- [REQUIRED WORK]: Write out, from the entries below, exactly the lines that run between the lines holding "align-items:center; gap:18px; height:105px;" and "display:flex; gap:10px; margin-top:auto;", inclusive, and stop there.

- [PROVIDED ENTRIES]:
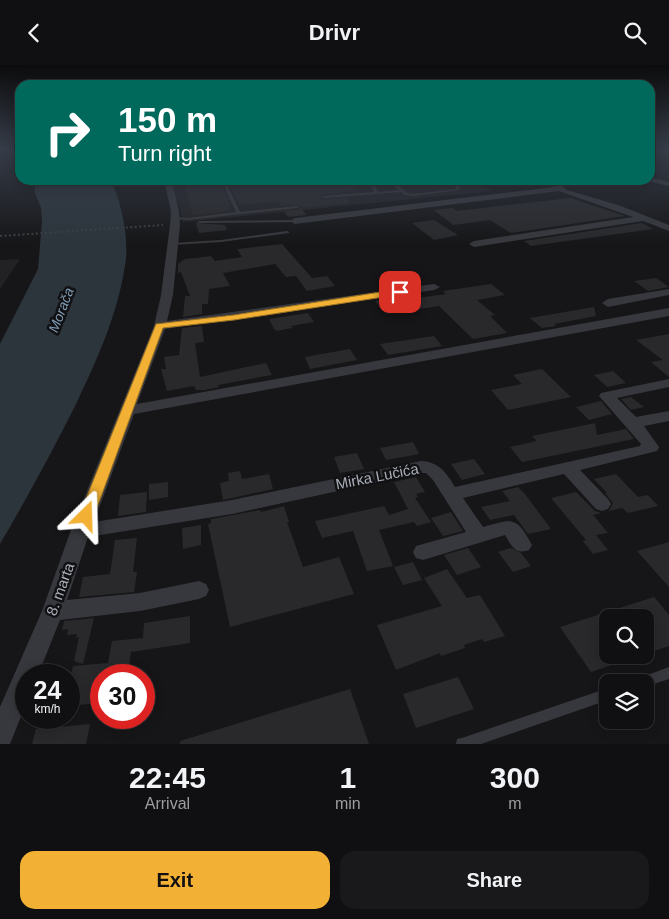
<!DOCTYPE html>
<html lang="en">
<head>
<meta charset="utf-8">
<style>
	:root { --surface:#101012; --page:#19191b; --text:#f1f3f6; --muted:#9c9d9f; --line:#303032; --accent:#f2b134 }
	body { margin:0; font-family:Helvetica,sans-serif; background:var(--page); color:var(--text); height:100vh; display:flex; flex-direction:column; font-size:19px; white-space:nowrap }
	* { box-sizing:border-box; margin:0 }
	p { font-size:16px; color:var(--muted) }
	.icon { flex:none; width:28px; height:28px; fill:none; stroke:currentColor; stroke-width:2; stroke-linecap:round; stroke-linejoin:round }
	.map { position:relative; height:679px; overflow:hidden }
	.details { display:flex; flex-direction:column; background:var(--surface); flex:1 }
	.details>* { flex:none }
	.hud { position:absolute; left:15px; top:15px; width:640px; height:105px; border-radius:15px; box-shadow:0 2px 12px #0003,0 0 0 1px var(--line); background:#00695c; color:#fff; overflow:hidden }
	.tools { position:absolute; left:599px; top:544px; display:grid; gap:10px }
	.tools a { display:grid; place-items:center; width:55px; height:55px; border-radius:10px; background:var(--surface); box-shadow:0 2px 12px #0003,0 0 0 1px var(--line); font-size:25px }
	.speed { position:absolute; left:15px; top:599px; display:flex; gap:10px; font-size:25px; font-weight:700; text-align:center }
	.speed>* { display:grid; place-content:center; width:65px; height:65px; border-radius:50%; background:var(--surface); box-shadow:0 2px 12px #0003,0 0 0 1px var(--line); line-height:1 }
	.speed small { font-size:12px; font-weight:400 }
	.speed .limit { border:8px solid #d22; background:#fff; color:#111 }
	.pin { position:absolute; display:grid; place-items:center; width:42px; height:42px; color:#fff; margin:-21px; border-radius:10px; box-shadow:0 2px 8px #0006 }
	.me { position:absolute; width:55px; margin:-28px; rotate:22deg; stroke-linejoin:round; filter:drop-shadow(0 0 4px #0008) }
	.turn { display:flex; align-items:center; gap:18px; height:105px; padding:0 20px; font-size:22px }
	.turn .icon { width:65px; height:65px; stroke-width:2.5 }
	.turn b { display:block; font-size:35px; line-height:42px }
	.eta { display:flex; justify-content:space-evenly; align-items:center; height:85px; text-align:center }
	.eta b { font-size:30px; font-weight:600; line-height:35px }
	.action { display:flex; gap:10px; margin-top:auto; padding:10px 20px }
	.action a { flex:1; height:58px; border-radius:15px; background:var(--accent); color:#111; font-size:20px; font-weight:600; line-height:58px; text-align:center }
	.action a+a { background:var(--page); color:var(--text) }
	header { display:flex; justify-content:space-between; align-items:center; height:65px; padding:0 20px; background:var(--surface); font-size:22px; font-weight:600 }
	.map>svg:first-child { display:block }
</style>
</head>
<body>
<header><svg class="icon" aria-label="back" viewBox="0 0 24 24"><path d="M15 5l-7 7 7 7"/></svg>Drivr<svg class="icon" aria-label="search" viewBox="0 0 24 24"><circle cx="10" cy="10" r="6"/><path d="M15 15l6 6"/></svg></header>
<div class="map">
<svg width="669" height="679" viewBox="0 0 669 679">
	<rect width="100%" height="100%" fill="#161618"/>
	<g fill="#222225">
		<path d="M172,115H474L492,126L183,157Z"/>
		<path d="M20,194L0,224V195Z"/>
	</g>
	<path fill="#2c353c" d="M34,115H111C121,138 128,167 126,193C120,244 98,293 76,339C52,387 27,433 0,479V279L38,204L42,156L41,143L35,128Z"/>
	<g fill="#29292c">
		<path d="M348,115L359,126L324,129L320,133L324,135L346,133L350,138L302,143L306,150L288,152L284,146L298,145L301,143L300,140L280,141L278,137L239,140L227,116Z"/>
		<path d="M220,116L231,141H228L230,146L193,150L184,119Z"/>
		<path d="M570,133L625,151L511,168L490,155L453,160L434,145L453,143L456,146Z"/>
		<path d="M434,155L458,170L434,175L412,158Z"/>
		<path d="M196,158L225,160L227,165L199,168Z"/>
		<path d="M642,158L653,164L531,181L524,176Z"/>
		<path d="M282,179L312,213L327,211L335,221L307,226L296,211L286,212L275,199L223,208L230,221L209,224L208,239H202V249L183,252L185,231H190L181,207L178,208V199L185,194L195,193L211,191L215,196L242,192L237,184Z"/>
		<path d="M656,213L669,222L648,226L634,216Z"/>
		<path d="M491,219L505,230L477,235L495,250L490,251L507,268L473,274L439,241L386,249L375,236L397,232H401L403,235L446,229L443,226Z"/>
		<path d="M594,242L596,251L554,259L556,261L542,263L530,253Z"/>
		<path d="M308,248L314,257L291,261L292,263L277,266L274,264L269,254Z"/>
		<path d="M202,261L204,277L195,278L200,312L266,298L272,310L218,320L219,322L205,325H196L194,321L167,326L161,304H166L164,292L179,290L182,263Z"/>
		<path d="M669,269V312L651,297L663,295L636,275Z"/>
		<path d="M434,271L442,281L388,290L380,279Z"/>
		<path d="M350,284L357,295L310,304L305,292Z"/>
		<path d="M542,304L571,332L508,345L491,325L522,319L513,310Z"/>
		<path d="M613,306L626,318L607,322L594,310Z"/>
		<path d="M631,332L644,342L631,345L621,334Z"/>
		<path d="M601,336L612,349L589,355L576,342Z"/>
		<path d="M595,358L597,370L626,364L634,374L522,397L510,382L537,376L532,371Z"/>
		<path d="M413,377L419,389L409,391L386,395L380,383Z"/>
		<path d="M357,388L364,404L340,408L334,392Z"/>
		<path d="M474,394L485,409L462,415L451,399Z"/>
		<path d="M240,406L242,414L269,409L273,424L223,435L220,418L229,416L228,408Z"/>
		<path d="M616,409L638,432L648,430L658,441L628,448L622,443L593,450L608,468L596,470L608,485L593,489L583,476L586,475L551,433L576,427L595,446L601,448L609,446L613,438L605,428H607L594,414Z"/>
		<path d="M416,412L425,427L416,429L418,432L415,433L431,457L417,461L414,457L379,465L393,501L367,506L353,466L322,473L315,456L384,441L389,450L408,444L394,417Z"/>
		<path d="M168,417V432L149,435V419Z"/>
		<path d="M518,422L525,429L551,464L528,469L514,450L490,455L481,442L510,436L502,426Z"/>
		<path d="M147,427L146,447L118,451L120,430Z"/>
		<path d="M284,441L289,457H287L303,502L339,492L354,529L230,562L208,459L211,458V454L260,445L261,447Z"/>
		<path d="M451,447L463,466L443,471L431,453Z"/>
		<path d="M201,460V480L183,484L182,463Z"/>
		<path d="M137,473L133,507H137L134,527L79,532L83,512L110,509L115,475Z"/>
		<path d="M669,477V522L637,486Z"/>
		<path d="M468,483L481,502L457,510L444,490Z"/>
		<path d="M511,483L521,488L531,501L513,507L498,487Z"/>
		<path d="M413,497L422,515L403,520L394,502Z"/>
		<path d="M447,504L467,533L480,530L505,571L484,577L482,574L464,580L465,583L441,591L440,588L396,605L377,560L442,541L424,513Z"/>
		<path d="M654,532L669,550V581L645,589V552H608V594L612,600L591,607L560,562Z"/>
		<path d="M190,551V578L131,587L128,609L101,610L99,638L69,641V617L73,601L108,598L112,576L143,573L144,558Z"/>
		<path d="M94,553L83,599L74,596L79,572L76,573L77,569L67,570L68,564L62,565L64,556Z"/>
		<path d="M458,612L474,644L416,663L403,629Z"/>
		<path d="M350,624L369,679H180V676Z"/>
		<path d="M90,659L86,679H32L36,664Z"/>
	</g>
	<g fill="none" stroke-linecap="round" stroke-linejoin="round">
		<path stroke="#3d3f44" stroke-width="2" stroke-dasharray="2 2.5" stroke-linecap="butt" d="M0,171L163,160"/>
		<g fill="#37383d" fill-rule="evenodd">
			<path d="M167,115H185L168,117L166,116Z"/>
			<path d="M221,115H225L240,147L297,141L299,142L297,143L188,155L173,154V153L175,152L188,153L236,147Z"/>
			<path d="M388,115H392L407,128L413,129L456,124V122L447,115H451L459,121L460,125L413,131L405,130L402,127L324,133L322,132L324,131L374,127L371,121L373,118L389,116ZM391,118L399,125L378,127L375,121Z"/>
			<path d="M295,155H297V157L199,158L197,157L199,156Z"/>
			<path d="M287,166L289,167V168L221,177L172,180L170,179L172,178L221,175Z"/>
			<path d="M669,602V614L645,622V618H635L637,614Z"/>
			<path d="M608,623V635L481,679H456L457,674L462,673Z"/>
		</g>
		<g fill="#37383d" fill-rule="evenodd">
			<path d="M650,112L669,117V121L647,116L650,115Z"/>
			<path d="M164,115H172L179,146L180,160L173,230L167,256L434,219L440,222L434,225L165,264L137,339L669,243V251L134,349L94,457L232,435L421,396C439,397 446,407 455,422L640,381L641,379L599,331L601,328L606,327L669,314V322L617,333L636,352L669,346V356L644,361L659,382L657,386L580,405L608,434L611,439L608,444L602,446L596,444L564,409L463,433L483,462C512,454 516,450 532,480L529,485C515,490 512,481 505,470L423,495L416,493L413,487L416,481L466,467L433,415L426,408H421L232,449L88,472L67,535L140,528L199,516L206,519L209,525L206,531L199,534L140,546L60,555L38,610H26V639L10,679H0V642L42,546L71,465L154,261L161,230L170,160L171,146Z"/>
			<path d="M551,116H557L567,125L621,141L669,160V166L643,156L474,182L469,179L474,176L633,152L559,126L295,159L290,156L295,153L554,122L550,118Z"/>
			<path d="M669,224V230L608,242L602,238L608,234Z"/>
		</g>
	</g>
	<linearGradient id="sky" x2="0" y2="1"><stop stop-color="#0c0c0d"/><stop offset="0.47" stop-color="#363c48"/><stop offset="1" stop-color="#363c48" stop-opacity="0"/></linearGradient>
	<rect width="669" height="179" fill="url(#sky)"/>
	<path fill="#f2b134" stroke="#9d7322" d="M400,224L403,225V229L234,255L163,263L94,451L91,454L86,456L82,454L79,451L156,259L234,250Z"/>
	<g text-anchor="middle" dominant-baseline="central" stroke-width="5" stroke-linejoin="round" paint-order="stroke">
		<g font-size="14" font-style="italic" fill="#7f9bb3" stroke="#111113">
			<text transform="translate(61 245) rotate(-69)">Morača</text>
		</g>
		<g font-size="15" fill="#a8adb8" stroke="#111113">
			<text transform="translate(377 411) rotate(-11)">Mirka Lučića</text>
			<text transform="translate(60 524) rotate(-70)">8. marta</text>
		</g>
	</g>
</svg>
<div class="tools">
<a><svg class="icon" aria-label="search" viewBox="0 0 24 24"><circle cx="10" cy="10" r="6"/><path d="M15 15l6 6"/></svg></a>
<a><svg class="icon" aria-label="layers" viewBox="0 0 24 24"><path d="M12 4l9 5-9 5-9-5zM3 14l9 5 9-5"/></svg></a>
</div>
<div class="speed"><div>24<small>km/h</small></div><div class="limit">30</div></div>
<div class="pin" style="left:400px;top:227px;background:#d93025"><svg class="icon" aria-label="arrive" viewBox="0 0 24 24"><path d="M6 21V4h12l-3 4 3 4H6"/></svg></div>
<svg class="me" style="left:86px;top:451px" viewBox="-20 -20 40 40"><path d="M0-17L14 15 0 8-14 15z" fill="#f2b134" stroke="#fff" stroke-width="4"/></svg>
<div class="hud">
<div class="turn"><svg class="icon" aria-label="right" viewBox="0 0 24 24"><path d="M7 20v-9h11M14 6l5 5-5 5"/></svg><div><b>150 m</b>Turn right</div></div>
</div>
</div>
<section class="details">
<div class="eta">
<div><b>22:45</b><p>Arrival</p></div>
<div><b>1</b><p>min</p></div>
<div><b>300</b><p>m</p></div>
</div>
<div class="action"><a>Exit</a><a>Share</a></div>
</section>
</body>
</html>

--

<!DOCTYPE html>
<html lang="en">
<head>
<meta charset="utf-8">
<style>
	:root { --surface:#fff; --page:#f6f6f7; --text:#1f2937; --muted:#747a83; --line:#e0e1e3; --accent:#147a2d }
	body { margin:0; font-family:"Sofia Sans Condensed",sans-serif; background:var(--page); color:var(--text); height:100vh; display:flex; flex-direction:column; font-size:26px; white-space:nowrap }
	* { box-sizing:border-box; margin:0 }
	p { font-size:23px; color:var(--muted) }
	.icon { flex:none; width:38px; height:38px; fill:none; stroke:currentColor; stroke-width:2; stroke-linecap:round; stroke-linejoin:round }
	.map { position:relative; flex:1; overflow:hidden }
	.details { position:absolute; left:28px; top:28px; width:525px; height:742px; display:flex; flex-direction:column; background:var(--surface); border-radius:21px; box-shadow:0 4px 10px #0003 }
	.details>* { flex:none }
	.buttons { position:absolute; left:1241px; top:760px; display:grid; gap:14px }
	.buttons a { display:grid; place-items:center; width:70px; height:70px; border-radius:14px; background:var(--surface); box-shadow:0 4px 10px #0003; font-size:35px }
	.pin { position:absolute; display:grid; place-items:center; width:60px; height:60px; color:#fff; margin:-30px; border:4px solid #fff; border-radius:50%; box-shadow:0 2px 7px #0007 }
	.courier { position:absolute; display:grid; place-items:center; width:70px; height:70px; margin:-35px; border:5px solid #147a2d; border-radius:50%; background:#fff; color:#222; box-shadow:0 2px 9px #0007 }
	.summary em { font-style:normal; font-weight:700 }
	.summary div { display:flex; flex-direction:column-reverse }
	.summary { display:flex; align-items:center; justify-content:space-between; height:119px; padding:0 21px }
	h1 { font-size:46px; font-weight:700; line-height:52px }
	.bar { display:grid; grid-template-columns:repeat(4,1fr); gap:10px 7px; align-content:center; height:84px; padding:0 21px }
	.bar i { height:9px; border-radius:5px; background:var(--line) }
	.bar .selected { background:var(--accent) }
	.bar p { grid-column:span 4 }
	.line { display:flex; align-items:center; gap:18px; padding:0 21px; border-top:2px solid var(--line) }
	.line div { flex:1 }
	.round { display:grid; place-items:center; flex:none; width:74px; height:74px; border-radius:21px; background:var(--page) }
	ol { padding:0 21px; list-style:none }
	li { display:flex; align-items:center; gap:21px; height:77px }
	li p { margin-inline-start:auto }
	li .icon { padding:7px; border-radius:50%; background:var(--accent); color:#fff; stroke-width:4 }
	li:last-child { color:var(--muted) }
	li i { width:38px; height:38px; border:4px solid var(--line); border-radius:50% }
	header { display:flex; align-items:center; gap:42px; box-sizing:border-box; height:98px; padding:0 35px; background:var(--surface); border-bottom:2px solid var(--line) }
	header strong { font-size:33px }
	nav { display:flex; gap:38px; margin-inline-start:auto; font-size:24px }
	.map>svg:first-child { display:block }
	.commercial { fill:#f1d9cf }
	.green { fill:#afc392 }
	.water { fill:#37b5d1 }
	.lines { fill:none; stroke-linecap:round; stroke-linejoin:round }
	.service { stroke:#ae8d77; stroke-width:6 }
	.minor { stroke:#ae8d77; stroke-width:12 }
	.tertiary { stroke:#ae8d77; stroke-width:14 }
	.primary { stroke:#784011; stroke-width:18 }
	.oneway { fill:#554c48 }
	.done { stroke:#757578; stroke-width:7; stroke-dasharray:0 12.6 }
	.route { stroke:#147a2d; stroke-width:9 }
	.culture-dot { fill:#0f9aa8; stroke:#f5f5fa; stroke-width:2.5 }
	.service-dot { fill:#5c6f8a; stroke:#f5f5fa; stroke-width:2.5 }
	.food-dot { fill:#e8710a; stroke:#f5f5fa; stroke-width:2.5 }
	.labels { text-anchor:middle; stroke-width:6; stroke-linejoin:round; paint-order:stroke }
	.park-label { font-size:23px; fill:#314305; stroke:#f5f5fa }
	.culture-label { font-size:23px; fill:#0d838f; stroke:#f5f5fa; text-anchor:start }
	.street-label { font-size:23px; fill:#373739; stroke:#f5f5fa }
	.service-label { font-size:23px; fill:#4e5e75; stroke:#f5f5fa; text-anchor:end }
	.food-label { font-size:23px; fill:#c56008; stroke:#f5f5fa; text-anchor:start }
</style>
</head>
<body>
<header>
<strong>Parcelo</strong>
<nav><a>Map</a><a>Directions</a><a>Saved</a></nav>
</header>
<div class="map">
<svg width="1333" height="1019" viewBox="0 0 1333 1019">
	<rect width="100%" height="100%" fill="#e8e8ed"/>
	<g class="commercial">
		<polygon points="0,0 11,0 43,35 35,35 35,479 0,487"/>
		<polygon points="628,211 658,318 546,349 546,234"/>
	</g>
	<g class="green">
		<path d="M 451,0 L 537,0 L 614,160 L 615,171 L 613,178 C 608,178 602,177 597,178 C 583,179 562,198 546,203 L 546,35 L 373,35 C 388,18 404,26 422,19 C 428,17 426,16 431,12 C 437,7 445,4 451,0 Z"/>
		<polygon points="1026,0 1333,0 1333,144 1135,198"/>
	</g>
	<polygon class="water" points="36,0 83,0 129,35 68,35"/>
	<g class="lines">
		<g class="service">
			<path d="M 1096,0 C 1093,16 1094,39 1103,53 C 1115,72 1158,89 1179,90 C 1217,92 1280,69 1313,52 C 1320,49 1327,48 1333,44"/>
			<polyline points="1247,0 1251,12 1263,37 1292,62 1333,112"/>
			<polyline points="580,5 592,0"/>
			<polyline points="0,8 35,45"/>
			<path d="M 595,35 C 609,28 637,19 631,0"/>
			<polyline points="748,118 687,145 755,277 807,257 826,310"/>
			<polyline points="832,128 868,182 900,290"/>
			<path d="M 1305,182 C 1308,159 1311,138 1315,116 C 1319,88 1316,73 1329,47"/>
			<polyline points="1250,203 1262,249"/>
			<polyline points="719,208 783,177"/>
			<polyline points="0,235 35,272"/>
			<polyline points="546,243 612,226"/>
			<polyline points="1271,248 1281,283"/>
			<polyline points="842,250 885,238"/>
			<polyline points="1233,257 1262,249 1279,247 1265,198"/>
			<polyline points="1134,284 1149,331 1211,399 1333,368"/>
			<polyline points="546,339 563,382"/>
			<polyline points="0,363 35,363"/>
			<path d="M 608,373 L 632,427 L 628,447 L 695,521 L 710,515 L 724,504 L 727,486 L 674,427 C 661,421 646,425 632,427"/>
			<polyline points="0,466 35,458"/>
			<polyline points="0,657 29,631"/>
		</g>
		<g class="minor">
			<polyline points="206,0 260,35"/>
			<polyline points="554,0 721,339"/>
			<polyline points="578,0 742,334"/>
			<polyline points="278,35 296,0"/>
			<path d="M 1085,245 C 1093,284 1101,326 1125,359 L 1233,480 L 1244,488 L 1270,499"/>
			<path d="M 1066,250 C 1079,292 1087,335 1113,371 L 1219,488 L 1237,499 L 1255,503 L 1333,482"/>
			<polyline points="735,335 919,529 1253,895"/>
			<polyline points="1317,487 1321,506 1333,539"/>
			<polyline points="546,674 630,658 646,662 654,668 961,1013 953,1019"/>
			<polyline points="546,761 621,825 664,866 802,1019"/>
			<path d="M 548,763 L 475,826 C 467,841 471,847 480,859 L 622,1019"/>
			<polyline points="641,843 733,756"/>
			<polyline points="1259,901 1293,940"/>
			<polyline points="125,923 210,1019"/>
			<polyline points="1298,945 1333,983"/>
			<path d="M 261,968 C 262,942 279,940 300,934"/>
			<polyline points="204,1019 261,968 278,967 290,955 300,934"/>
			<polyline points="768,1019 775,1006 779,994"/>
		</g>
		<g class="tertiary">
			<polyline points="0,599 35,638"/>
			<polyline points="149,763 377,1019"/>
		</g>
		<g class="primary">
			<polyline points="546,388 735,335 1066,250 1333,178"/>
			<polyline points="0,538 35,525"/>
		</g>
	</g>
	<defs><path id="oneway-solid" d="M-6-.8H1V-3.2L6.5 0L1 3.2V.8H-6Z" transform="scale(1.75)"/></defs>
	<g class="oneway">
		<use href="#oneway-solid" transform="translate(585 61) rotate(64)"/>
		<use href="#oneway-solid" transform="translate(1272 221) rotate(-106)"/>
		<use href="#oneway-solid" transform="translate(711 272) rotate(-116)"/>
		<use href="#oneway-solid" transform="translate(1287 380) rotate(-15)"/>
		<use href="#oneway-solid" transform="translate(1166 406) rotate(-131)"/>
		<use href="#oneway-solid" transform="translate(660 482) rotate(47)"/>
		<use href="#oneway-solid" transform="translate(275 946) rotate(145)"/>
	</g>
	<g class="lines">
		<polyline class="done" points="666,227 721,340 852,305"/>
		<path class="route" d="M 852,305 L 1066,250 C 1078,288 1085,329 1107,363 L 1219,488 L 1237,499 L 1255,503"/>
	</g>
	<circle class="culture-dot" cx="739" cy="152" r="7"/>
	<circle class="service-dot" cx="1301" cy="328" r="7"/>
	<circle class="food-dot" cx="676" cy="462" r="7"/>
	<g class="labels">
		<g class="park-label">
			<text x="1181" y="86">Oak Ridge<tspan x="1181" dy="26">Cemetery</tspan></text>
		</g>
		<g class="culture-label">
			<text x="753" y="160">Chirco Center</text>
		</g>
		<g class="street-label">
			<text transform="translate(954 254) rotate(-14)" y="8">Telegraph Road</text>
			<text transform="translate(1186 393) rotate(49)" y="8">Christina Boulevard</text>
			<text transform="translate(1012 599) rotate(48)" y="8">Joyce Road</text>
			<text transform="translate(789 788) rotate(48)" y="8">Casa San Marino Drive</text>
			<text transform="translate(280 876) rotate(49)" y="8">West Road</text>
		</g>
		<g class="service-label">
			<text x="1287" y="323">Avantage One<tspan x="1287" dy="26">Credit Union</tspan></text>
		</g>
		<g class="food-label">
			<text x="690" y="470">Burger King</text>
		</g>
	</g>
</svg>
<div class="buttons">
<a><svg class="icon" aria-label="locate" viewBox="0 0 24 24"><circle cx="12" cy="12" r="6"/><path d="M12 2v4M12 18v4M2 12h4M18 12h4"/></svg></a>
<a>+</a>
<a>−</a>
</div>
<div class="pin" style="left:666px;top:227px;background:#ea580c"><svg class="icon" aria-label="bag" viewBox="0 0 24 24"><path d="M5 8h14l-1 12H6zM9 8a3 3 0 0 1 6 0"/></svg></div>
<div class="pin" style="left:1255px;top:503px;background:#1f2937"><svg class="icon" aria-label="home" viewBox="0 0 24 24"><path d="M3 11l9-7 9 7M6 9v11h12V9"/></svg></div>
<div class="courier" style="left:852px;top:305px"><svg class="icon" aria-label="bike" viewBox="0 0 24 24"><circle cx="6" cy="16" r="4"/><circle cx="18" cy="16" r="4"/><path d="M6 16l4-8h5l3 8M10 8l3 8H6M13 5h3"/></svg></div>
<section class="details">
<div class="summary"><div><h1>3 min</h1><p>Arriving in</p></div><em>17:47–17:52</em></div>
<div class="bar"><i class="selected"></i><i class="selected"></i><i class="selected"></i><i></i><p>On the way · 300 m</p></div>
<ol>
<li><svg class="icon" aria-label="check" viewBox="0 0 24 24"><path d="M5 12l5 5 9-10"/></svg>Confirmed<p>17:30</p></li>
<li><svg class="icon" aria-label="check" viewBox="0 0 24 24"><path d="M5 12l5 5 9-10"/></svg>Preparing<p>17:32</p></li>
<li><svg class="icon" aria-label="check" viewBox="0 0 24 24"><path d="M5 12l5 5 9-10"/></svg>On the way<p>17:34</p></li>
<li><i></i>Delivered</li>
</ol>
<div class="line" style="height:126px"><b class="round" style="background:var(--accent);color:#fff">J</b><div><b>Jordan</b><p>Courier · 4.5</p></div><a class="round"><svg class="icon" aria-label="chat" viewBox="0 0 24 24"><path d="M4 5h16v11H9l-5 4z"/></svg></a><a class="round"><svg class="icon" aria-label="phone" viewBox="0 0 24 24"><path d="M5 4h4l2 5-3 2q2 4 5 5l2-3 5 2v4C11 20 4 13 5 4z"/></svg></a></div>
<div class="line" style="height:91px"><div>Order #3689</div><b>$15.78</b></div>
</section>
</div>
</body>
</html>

- [OUTPUT BELOW]:
	.turn { display:flex; align-items:center; gap:18px; height:105px; padding:0 20px; font-size:22px }
	.turn .icon { width:65px; height:65px; stroke-width:2.5 }
	.turn b { display:block; font-size:35px; line-height:42px }
	.eta { display:flex; justify-content:space-evenly; align-items:center; height:85px; text-align:center }
	.eta b { font-size:30px; font-weight:600; line-height:35px }
	.action { display:flex; gap:10px; margin-top:auto; padding:10px 20px }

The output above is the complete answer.